DATA SECTION>

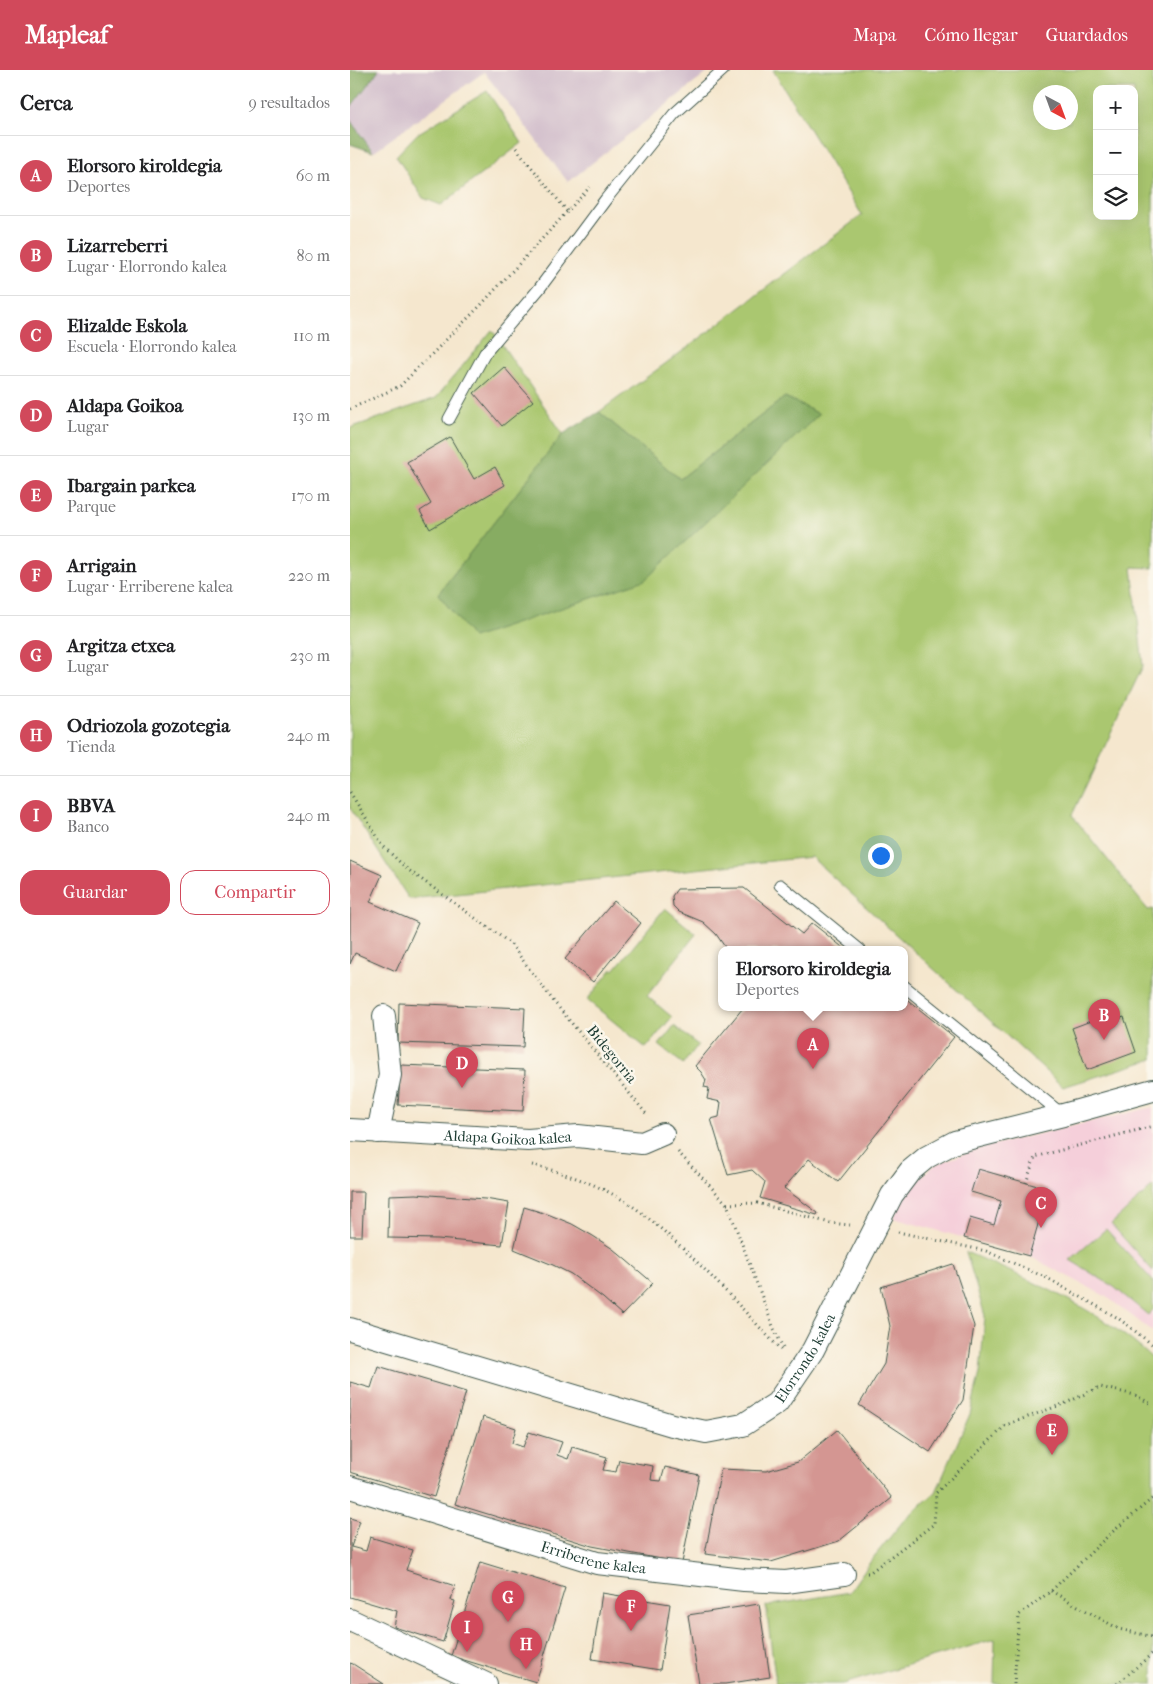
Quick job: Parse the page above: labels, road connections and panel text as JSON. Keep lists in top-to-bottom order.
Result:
{
  "streets": {
    "street": ["Aldapa Goikoa kalea", "Elorrondo kalea", "Erriberene kalea"],
    "path": ["Bidegorria"]
  },
  "crossings": [
    ["Bidegorria", "Aldapa Goikoa kalea"]
  ],
  "north": "bottom right",
  "page": {
    "header": "Mapleaf",
    "nav": ["Mapa", "Cómo llegar", "Guardados"],
    "heading": ["Cerca", "9 resultados"],
    "map_buttons": ["+", "−"],
    "list": [
      {
        "mark": "A",
        "name": "Elorsoro kiroldegia",
        "note": "Deportes",
        "value": "60 m"
      },
      {
        "mark": "B",
        "name": "Lizarreberri",
        "note": "Lugar · Elorrondo kalea",
        "value": "80 m"
      },
      {
        "mark": "C",
        "name": "Elizalde Eskola",
        "note": "Escuela · Elorrondo kalea",
        "value": "110 m"
      },
      {
        "mark": "D",
        "name": "Aldapa Goikoa",
        "note": "Lugar",
        "value": "130 m"
      },
      {
        "mark": "E",
        "name": "Ibargain parkea",
        "note": "Parque",
        "value": "170 m"
      },
      {
        "mark": "F",
        "name": "Arrigain",
        "note": "Lugar · Erriberene kalea",
        "value": "220 m"
      },
      {
        "mark": "G",
        "name": "Argitza etxea",
        "note": "Lugar",
        "value": "230 m"
      },
      {
        "mark": "H",
        "name": "Odriozola gozotegia",
        "note": "Tienda",
        "value": "240 m"
      },
      {
        "mark": "I",
        "name": "BBVA",
        "note": "Banco",
        "value": "240 m"
      }
    ],
    "buttons": ["Guardar", "Compartir"],
    "popup": ["Elorsoro kiroldegia", "Deportes"],
    "pins": [
      "B",
      "A",
      "D",
      "C",
      "E",
      "G",
      "F",
      "I",
      "H"
    ]
  }
}
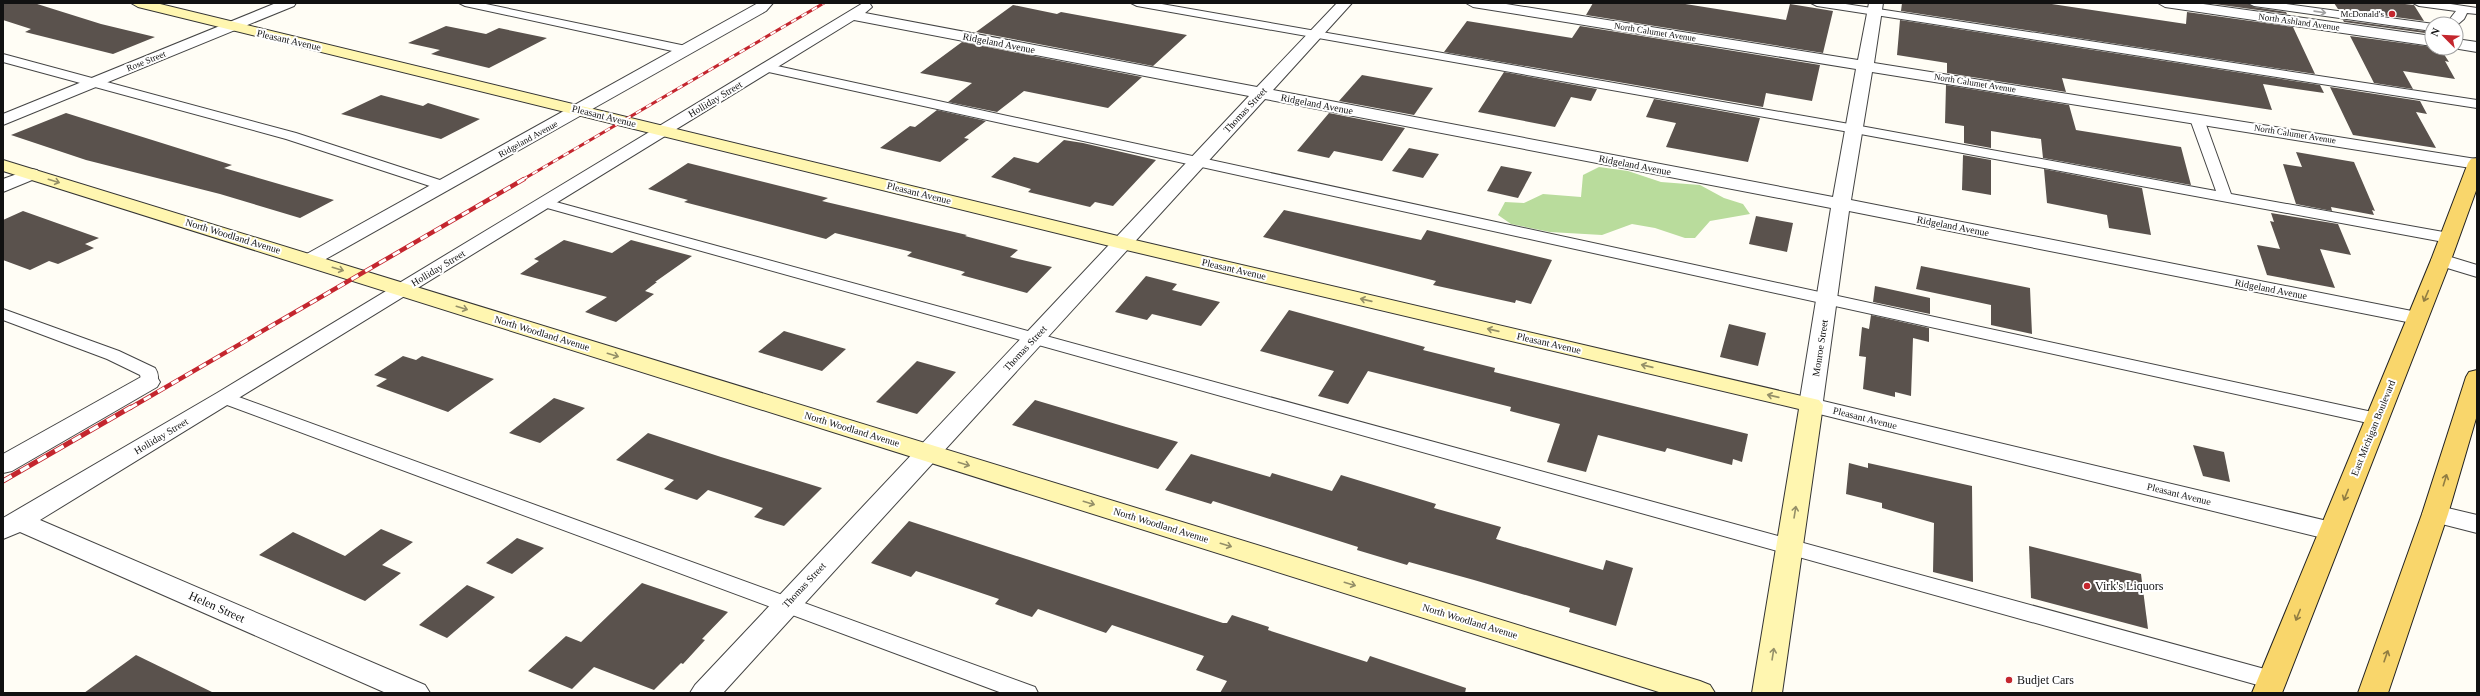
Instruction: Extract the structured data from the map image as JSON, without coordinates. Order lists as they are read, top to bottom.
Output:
{
  "streets": {
    "main road": ["East Michigan Boulevard"],
    "street": [
      "North Ashland Avenue",
      "North Calumet Avenue",
      "Pleasant Avenue",
      "Ridgeland Avenue",
      "Rose Street",
      "Holliday Street",
      "Thomas Street",
      "North Woodland Avenue",
      "Monroe Street",
      "Helen Street"
    ]
  },
  "crossings": [
    ["North Calumet Avenue", "Monroe Street"],
    ["North Calumet Avenue", "East Michigan Boulevard"],
    ["Pleasant Avenue", "Ridgeland Avenue"],
    ["Pleasant Avenue", "Rose Street"],
    ["Pleasant Avenue", "Holliday Street"],
    ["Pleasant Avenue", "Thomas Street"],
    ["Pleasant Avenue", "Monroe Street"],
    ["Pleasant Avenue", "East Michigan Boulevard"],
    ["Ridgeland Avenue", "Holliday Street"],
    ["Ridgeland Avenue", "Thomas Street"],
    ["Ridgeland Avenue", "North Woodland Avenue"],
    ["Ridgeland Avenue", "Monroe Street"],
    ["Ridgeland Avenue", "East Michigan Boulevard"],
    ["Holliday Street", "North Woodland Avenue"],
    ["Holliday Street", "Helen Street"],
    ["Thomas Street", "North Woodland Avenue"]
  ],
  "one_way": ["North Woodland Avenue", "Monroe Street"],
  "places": ["McDonald's", "Virk's Liquors", "Budjet Cars"],
  "north": "top left"
}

THE TASK> Report only how many lines of the listing hold the word "road".

WRITTEN ANSWER> 2